The European Central Bank is again keeping borrowing rates unchanged on Thursday. But the Frankfurt-based institution has been signaling that a change could be near in light of improving inflation data.
Thursday’s ECB meeting “looks like the prelude to yet another turning point for monetary policy in the eurozone: a final stop before the cut,” said ING bank economist Carsten Brzeski.
The ECB’s benchmark deposit rate currently sits at a record four percent, following an aggressive hiking campaign to rein in consumer prices driven higher by Russia’s war in Ukraine and pandemic-related supply disruptions.
Eurozone inflation, which peaked at over 10 percent in late 2022, has steadily declined in recent months and is now expected by the ECB to return to target in 2025.
Later this week, market participants will also seize upon hotly-awaited US inflation data that could shed light on the Federal Reserve’s monetary policy outlook.
The US calendar also includes the kickoff to first-quarter earnings season, with JPMorgan Chase and other large banks reporting results on Friday.
In his annual letter to shareholders, JPMorgan Chief Executive Jamie Dimon suggested that US equity markets were overvalued, pointing to “persistent inflationary pressures” that could lift interest rates further and dent the outlook.
Elsewhere, gold prices spiked as high as $2,353.95 per ounce on Monday to extend its record-busting streak, buoyed by its haven qualities amid ongoing Middle East turmoil.

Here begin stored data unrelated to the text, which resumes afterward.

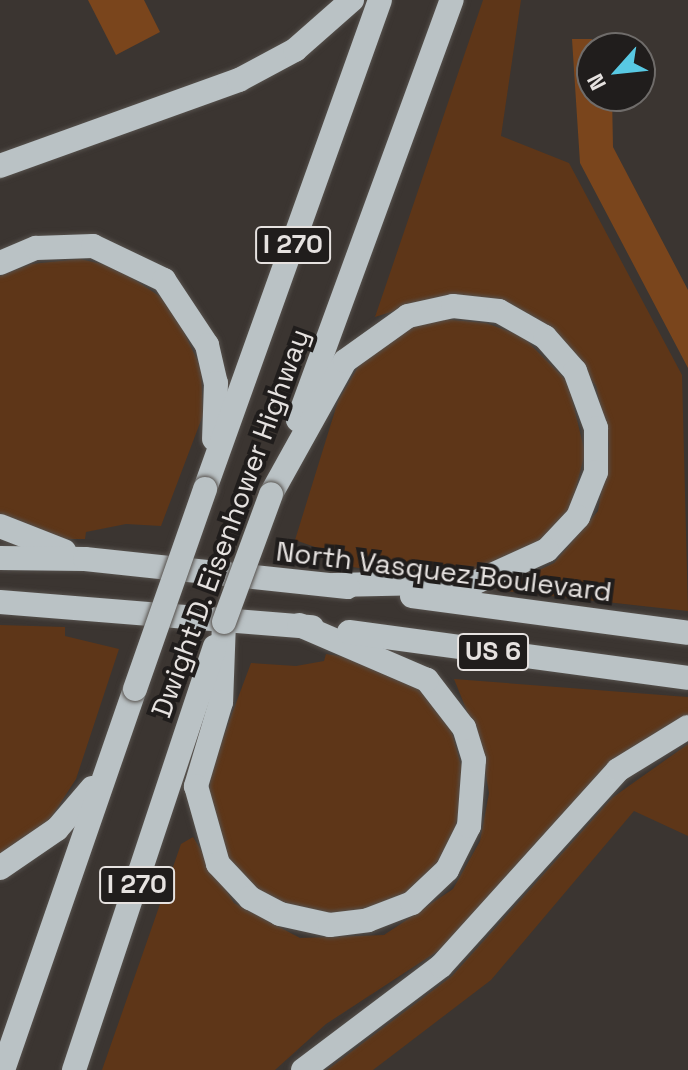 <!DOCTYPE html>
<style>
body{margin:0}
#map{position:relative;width:688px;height:1070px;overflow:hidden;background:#3b3531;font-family:"Space Grotesk",sans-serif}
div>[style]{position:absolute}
.green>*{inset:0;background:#5e3618}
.building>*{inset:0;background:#7a451c}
.roads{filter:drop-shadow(0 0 2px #56514d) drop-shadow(0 0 2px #56514d)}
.highway>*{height:24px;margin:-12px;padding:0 12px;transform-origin:12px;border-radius:12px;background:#bac2c5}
.bridges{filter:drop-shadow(0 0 2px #56514d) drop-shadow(0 0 2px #56514d)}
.highway-bridge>*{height:24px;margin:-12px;padding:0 12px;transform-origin:12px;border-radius:12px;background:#bac2c5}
span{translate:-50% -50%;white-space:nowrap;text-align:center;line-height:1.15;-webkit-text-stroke:8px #201d1c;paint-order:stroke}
.shield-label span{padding:2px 6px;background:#201d1c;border:2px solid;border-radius:6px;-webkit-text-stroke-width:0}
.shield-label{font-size:26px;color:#e6e2e0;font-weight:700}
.street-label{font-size:28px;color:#e6e2e0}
.north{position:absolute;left:576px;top:32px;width:80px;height:80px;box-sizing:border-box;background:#201d1c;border:2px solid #6f6c6a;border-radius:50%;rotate:243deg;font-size:22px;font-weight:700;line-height:32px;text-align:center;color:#e6e2e0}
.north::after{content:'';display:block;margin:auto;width:28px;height:36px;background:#58c9e3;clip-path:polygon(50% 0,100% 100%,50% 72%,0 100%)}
</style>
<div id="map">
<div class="green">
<i style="clip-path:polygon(483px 0,521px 0,501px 136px,569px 163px,682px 375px,688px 611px,496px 590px,554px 563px,598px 511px,609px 444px,596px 386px,560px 336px,518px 309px,433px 299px,375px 317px)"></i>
<i style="clip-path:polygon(80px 259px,115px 267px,170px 303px,201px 368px,203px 415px,161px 526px,126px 524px,86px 532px,85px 539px,61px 539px,0 519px,0 276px,31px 264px)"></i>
<i style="clip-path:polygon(441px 319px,486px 323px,522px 336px,568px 382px,585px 453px,571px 507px,537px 549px,494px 573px,427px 578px,345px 566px,346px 558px,295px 540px,338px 401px,362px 360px,407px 327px)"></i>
<i style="clip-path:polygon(0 625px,65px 627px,65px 636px,119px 649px,76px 779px,45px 827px,0 858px)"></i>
<i style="clip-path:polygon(326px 654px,353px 658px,421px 690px,451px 729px,465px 780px,451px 848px,418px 889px,353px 917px,297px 912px,254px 888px,227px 856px,209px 802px,211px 770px,251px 663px,296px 666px,324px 661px)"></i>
<i style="clip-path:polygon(454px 679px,688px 697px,688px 718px,607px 766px,441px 949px,326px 1024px,275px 1070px,102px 1070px,181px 844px,193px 837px,234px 903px,300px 938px,384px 935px,453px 889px,480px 841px,489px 793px,481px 746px)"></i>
<i style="clip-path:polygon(688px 744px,688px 836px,634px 811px,491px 980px,373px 1070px,327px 1070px,452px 976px,612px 798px)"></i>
</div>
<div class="building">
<i style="clip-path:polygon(88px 0,144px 0,160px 32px,116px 55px)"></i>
<i style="clip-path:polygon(572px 39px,592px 39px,592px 96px,612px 96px,613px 147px,688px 290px,688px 368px,580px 163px)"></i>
</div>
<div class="roads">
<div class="highway">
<i style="left:0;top:166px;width:254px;rotate:-19.8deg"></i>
<i style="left:239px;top:80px;width:64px;rotate:-28.2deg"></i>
<i style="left:295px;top:50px;width:76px;rotate:-41.3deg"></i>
<i style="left:0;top:263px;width:39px;rotate:-23deg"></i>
<i style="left:36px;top:248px;width:57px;rotate:-2deg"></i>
<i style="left:93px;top:246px;width:79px;rotate:25.6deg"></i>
<i style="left:164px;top:280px;width:78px;rotate:56.5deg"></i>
<i style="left:207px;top:345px;width:39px;rotate:77deg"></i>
<i style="left:216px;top:383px;width:56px;rotate:92deg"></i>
<i style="left:298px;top:420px;width:447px;rotate:-69.9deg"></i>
<i style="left:205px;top:489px;width:519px;rotate:-70.31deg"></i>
<i style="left:271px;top:494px;width:152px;rotate:-60.9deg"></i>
<i style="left:345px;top:361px;width:77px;rotate:-35.5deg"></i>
<i style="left:408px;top:316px;width:46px;rotate:-12.5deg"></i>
<i style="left:453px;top:306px;width:46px;rotate:6.2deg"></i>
<i style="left:499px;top:311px;width:53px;rotate:29.5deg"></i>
<i style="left:545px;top:337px;width:45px;rotate:48.6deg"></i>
<i style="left:575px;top:371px;width:61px;rotate:69.8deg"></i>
<i style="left:596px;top:428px;width:44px;rotate:90deg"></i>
<i style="left:596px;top:472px;width:48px;rotate:111.8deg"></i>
<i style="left:578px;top:517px;width:45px;rotate:133.2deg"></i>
<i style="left:547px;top:550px;width:78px;rotate:155.7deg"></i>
<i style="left:476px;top:582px;width:142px;rotate:178.8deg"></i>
<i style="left:0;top:526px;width:69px;rotate:21.3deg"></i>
<i style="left:0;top:558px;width:85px;rotate:0.7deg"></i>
<i style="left:85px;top:559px;width:264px;rotate:6.1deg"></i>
<i style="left:412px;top:596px;width:278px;rotate:7.6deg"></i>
<i style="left:0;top:602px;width:313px;rotate:4.6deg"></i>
<i style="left:224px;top:622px;width:80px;rotate:92.1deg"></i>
<i style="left:221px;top:702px;width:88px;rotate:106.6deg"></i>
<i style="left:196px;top:786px;width:81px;rotate:74.2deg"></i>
<i style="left:218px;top:864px;width:47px;rotate:46.7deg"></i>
<i style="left:250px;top:898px;width:34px;rotate:28deg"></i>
<i style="left:280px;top:914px;width:51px;rotate:12.4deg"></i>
<i style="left:330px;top:925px;width:38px;rotate:-7deg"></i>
<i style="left:368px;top:920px;width:47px;rotate:-21.1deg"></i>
<i style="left:412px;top:903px;width:48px;rotate:-43.3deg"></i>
<i style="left:447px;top:870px;width:49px;rotate:-63.4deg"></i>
<i style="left:469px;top:826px;width:66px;rotate:-85.7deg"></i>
<i style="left:474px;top:760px;width:34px;rotate:-107deg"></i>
<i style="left:464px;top:728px;width:61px;rotate:-127.6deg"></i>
<i style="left:427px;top:680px;width:139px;rotate:-156.7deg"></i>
<i style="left:349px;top:632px;width:342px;rotate:7.7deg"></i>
<i style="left:0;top:868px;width:69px;rotate:-34.4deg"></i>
<i style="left:57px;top:829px;width:54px;rotate:-49.5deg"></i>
<i style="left:3px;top:1070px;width:403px;rotate:-70.9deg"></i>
<i style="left:74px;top:1070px;width:446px;rotate:-71.6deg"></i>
<i style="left:303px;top:1070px;width:173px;rotate:-37deg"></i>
<i style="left:441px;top:966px;width:264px;rotate:-47.9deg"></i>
<i style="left:618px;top:770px;width:82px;rotate:-31.6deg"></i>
</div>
</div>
<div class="bridges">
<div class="highway-bridge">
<i style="left:224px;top:622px;width:136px;rotate:-69.8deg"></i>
<i style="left:135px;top:689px;width:212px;rotate:-70.7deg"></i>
</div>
</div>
<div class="shield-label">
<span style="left:293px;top:245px">I 270</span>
<span style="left:493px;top:652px">US 6</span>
<span style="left:137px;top:885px">I 270</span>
</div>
<div class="street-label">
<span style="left:230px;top:523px;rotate:-70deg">Dwight D. Eisenhower Highway</span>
<span style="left:444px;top:571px;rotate:7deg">North Vasquez Boulevard</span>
</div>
<div class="north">N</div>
</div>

Oil prices retreated after several positive sessions.
For Briefing.com’s Patrick O’Hare, the corporate earnings season that kicks off later this month “will be the litmus test” for the stock market rally.
“The stock market has kept its bullish posture amid some burgeoning confidence that earnings (and earnings expectations) will hold up given economic data that continues to surprise, in aggregate, to the upside,” he said in a note to clients.